Embaixador da Palestina diz que abertura de escritório em Jerusalém é ‘passo desnecessário’

O embaixador da Palestina em Brasília, Ibrahim Alzeben, classificou nesta segunda-feira (1º) de “passo desnecessário” a decisão do presidente Jair Bolsonaro de abrir um escritório de negócios em Jerusalém.

O diplomata afirmou que os embaixadores de países árabes pediram, há cerca de 10 dias, uma audiência com Bolsonaro e o chanceler Ernesto Araújo. Como ainda não obtiveram resposta por parte do governo brasileiro, os representantes das nações árabes pretendem reforçar o pedido quando o presidente retornar do Oriente Médio.

Neste domingo (31), no primeiro dia da visita oficial a Israel, Bolsonaro anunciou a abertura de um escritório comercial do governo brasileiro em Jerusalém, cidade considerada sagrada por cristãos, judeus e muçulmanos e que não é reconhecida internacionalmente como capital israelense.

A abertura do escritório em Jerusalém é uma saída diplomática para o embaraço gerado com países árabes após o presidente ter manifestado publicamente, logo após ser eleito, a intenção de transferir a embaixada brasileira de Tel Aviv para Jerusalém, a exemplo do que fez o presidente norte-americano Donald Trump.

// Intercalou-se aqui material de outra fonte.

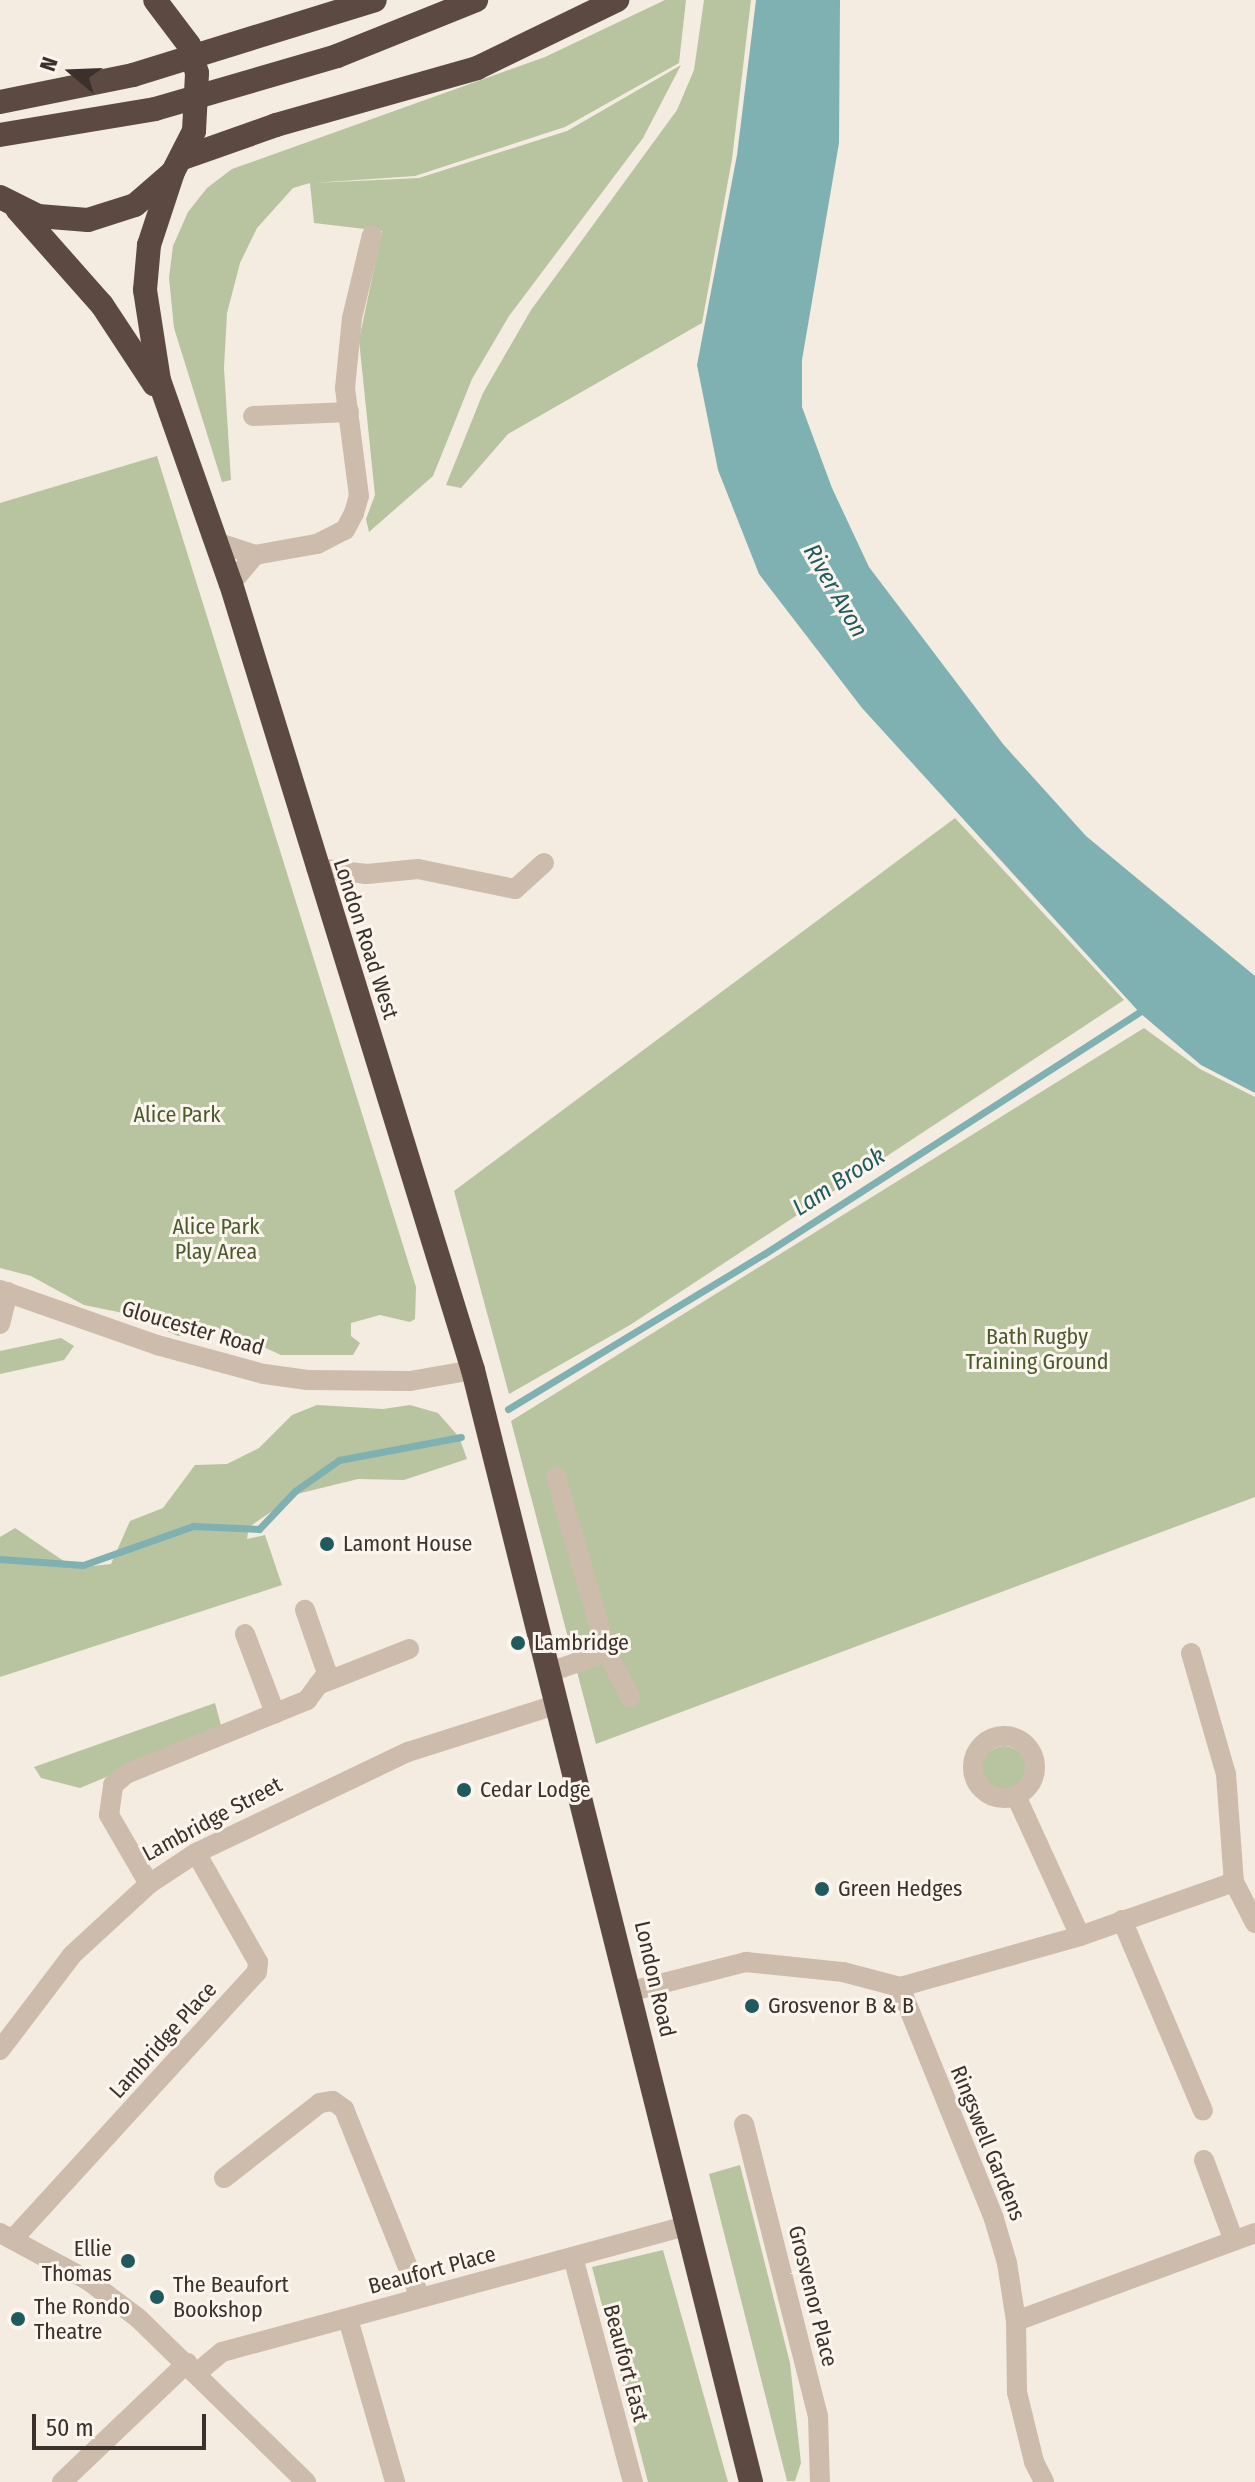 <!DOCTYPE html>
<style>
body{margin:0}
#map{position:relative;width:1255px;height:2482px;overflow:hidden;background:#f4ebe1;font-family:"Fira Sans Condensed",sans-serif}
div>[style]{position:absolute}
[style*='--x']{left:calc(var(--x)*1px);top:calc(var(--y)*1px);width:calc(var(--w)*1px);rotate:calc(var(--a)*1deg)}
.green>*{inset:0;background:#b8c4a0}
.round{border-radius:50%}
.water>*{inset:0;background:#7fb0b2}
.stream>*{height:7px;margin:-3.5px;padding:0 3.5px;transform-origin:3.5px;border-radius:3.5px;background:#7fb0b2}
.minor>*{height:20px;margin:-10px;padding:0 10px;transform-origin:10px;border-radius:10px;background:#cdbbac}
.minor>.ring{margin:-10px;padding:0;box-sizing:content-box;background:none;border:20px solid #cdbbac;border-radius:50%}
.highway>*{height:24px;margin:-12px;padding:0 12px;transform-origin:12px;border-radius:12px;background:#5c4a42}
.dots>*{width:22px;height:22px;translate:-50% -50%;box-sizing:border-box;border:4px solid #fbf5ee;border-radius:50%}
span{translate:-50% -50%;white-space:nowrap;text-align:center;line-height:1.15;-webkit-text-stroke:6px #fbf5ee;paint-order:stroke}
.street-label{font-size:22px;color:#3b302b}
.park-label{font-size:22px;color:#4a5a2e}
.poi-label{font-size:22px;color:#3b302b}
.left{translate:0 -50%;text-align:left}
.right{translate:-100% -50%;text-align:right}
.water-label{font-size:24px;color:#1f5a5e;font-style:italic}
.north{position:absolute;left:32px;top:32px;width:80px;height:80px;-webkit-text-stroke:6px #fbf5ee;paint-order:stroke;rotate:289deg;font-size:22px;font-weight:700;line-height:32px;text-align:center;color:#3b302b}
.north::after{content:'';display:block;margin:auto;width:28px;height:36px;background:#3b302b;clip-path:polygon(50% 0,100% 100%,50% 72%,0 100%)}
.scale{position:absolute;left:32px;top:2414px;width:174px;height:36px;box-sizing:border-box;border:4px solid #3b302b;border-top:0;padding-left:10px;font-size:24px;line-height:28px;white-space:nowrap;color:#3b302b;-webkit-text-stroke:6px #fbf5ee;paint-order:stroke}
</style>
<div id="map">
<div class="green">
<i style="clip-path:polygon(665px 0,686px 0,679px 63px,565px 127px,415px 176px,313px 183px,419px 178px,567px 131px,681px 65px,643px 138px,509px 316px,472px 379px,433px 476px,369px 532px,366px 519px,375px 495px,359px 340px,382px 231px,314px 223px,310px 183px,293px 188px,257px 228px,240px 263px,227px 313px,224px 368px,231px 480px,222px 482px,174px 328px,169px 278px,173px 246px,188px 212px,207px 188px,232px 169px,545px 57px)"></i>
<i style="clip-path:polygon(704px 0,751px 0,732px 159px,702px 323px,508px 434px,461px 488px,446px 485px,483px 393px,531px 310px,677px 110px,694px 70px)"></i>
<i style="clip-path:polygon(157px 456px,416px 1287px,415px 1319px,410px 1322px,380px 1315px,351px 1323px,351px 1336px,360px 1343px,353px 1355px,281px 1355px,224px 1329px,178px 1336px,128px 1314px,84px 1305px,31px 1276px,0 1268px,0 503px)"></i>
<i style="clip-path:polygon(955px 818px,1124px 1000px,630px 1325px,509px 1394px,454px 1191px)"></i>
<i style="clip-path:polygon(1144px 1028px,1200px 1069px,1255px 1097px,1255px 1497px,596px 1744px,511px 1421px)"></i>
<i style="clip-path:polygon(61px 1338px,74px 1346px,64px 1360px,0 1374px,0 1351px)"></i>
<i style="clip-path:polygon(317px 1405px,383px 1409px,410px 1405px,438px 1413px,459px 1437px,467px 1459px,404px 1480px,358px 1479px,297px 1494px,249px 1527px,247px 1539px,265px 1535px,282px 1585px,0 1677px,0 1537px,15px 1528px,74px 1568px,111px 1564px,130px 1521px,163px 1508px,195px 1465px,227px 1464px,259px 1448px,292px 1415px)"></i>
<i style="clip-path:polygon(215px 1703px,222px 1729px,80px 1788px,41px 1778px,34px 1767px)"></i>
<i class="round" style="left:982px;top:1746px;width:44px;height:44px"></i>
<i style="clip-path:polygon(740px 2165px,790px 2363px,801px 2463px,795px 2481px,787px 2481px,709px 2174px)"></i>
<i style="clip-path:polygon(663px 2250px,728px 2482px,648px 2482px,592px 2267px)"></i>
</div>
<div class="water">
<i style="clip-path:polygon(756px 0,840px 0,839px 143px,802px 360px,802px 407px,832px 488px,869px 567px,1003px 744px,1086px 836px,1255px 976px,1255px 1093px,1201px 1065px,1140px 1013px,862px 708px,759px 574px,718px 470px,697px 365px,737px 155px)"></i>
</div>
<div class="stream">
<i style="--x:508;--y:1409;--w:299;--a:-31.2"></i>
<i style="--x:764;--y:1254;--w:454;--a:-32.8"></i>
<i style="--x:0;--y:1559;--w:83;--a:4.1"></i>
<i style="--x:83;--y:1565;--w:117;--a:-19.5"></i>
<i style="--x:193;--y:1526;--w:66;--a:2.6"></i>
<i style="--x:259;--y:1529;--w:52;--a:-46.5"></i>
<i style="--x:295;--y:1491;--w:54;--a:-35.2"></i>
<i style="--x:339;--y:1460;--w:124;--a:-10.7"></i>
</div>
<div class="minor">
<i style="--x:253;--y:416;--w:96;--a:-2.4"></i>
<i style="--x:216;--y:542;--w:41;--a:18.4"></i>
<i style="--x:255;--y:555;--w:38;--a:130"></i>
<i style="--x:255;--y:555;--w:63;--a:-10.1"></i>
<i style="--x:317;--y:544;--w:31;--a:-27"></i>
<i style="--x:345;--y:530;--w:19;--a:-62"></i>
<i style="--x:354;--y:513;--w:18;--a:-74"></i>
<i style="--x:359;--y:496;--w:109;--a:-97.4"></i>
<i style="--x:345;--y:388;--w:70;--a:-84.3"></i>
<i style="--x:352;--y:318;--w:85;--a:-76.5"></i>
<i style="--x:316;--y:868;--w:51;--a:6.7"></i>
<i style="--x:367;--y:874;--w:51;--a:-5.6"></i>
<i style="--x:418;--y:869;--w:99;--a:11.7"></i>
<i style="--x:515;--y:889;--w:39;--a:-42"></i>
<i style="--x:0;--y:1290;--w:166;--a:19.3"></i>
<i style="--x:157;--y:1345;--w:111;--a:15.2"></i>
<i style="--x:264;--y:1374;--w:44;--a:7.8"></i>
<i style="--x:308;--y:1380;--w:102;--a:0.6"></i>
<i style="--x:410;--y:1381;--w:64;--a:-9.9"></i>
<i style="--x:0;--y:1324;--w:33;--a:-76"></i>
<i style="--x:556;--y:1477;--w:182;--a:73.8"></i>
<i style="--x:607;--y:1652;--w:51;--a:62.9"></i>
<i style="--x:245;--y:1634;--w:85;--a:69.2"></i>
<i style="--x:1191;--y:1653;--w:126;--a:73.9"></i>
<i style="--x:1226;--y:1774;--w:108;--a:85.8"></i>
<i style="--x:1234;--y:1882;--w:46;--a:62.9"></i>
<i style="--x:550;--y:1672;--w:60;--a:-19.3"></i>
<i style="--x:318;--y:1685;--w:98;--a:-21.6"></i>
<i class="ring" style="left:973px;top:1736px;width:42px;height:42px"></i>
<i style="--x:1016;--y:1796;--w:154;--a:65.4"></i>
<i style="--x:149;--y:1884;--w:80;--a:-120.1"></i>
<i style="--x:109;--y:1815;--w:30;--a:-82"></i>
<i style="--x:113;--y:1785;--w:17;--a:-40"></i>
<i style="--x:126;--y:1774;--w:196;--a:-22.2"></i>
<i style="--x:307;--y:1700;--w:34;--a:-53"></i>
<i style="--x:327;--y:1673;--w:67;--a:-109.2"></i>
<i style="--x:1122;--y:1920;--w:207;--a:67"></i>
<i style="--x:900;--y:1987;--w:250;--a:67.9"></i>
<i style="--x:994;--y:2219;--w:46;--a:73.5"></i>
<i style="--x:1007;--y:2263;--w:59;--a:81.2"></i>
<i style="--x:1016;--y:2321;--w:71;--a:89.2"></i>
<i style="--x:1017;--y:2392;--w:72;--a:76.3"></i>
<i style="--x:1034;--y:2462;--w:22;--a:63"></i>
<i style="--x:632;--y:1991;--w:118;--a:-14.3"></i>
<i style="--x:746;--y:1962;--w:98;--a:5.9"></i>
<i style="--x:843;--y:1972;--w:59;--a:14.7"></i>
<i style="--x:900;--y:1987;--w:187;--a:-15.8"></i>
<i style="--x:1080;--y:1936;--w:163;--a:-19.3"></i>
<i style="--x:0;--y:2050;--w:119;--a:-52.8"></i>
<i style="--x:72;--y:1955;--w:105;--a:-42.7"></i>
<i style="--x:149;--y:1884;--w:56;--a:-33.4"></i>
<i style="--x:196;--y:1853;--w:235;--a:-25.5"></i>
<i style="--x:408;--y:1752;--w:157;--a:-17.7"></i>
<i style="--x:744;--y:2124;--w:301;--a:75.8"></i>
<i style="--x:818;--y:2416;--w:66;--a:88.3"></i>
<i style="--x:1204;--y:2160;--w:86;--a:69.7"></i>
<i style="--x:224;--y:2178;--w:122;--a:-38"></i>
<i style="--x:320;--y:2103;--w:13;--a:-9"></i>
<i style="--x:333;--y:2101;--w:14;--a:36"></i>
<i style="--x:344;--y:2109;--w:203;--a:68"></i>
<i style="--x:0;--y:2233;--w:101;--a:28.3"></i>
<i style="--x:89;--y:2281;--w:61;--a:37.1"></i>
<i style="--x:138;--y:2318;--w:235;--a:44.3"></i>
<i style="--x:13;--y:2239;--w:362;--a:-47.6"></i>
<i style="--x:257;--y:1972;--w:10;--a:-84"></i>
<i style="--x:258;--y:1962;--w:125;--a:-119.6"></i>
<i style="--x:573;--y:2257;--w:233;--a:75.1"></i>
<i style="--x:348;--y:2319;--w:170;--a:73.9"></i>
<i style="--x:1016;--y:2321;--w:255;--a:-20.2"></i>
<i style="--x:198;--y:2372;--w:31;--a:-40"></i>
<i style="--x:222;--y:2352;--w:480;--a:-15.2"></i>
<i style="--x:62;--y:2482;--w:173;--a:-43.6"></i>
</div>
<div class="highway">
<i style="--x:0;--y:102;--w:136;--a:-11.5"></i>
<i style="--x:133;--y:75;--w:253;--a:-17.2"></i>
<i style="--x:0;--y:135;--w:157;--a:-9.5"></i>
<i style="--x:155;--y:109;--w:190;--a:-16.2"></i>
<i style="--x:337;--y:56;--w:150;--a:-21.9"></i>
<i style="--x:183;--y:158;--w:99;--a:-19.5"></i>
<i style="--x:276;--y:125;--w:209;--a:-15.8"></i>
<i style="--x:477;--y:68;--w:156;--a:-25.9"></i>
<i style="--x:173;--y:172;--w:77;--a:108.2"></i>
<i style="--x:149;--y:245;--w:45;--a:95.1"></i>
<i style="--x:145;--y:290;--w:91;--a:81.2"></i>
<i style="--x:159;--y:380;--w:216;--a:70.6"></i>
<i style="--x:231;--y:584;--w:822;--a:72.89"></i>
<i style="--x:473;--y:1370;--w:1146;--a:75.96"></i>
<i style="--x:0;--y:197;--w:42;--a:26.6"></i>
<i style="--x:38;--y:216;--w:50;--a:4.6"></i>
<i style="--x:88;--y:220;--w:49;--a:-17.7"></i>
<i style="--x:135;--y:205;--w:50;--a:-41"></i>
<i style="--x:173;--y:172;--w:46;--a:-62.9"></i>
<i style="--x:194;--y:131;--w:58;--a:-87"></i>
<i style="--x:197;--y:73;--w:29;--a:-106"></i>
<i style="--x:189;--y:45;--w:56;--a:-127.1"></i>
<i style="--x:17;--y:209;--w:128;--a:48.5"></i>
<i style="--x:102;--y:305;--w:95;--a:56.6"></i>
</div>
<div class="dots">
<i style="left:327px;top:1544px;background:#1f5a5e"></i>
<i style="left:518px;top:1643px;background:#1f5a5e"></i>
<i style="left:464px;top:1790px;background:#1f5a5e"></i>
<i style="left:822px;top:1889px;background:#1f5a5e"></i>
<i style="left:752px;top:2006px;background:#1f5a5e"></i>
<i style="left:128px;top:2261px;background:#1f5a5e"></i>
<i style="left:157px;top:2297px;background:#1f5a5e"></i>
<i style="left:18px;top:2319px;background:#1f5a5e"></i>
</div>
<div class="street-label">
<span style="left:366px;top:939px;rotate:72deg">London Road West</span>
<span style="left:193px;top:1328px;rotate:16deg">Gloucester Road</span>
<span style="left:212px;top:1819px;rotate:-28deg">Lambridge Street</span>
<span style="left:655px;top:1979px;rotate:77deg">London Road</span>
<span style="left:163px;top:2040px;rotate:-48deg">Lambridge Place</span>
<span style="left:988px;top:2143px;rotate:68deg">Ringswell Gardens</span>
<span style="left:432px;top:2270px;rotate:-15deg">Beaufort Place</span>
<span style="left:813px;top:2296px;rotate:76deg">Grosvenor Place</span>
<span style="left:626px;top:2363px;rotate:75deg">Beaufort East</span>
</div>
<div class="park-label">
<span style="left:177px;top:1115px">Alice Park</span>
<span style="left:216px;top:1239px">Alice Park<br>Play Area</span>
<span style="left:1037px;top:1349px">Bath Rugby<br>Training Ground</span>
</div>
<div class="poi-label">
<span class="left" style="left:343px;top:1544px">Lamont House</span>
<span class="left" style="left:534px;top:1643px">Lambridge</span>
<span class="left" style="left:480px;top:1790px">Cedar Lodge</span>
<span class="left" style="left:838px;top:1889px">Green Hedges</span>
<span class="left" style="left:768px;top:2006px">Grosvenor B &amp; B</span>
<span class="right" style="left:112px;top:2261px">Ellie<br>Thomas</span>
<span class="left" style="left:173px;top:2297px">The Beaufort<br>Bookshop</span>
<span class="left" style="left:34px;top:2319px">The Rondo<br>Theatre</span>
</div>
<div class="water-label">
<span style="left:835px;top:591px;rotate:60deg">River Avon</span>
<span style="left:839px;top:1182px;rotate:-33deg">Lam Brook</span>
</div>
<div class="north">N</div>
<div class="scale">50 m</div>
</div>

O eventual reconhecimento por parte do governo brasileiro de Jerusalém como capital de Israel, e também a eventual mudança da embaixada, suscitou o receio de retaliações comerciais de países árabes, grandes compradores de carne bovina e de frango do Brasil.

O recuo de Bolsonaro em relação à transferência da embaixada se deu após ponderações da ala militar do governo e de ruralistas de que a medida poderia gerar um prejuízo bilionário para a economia brasileira.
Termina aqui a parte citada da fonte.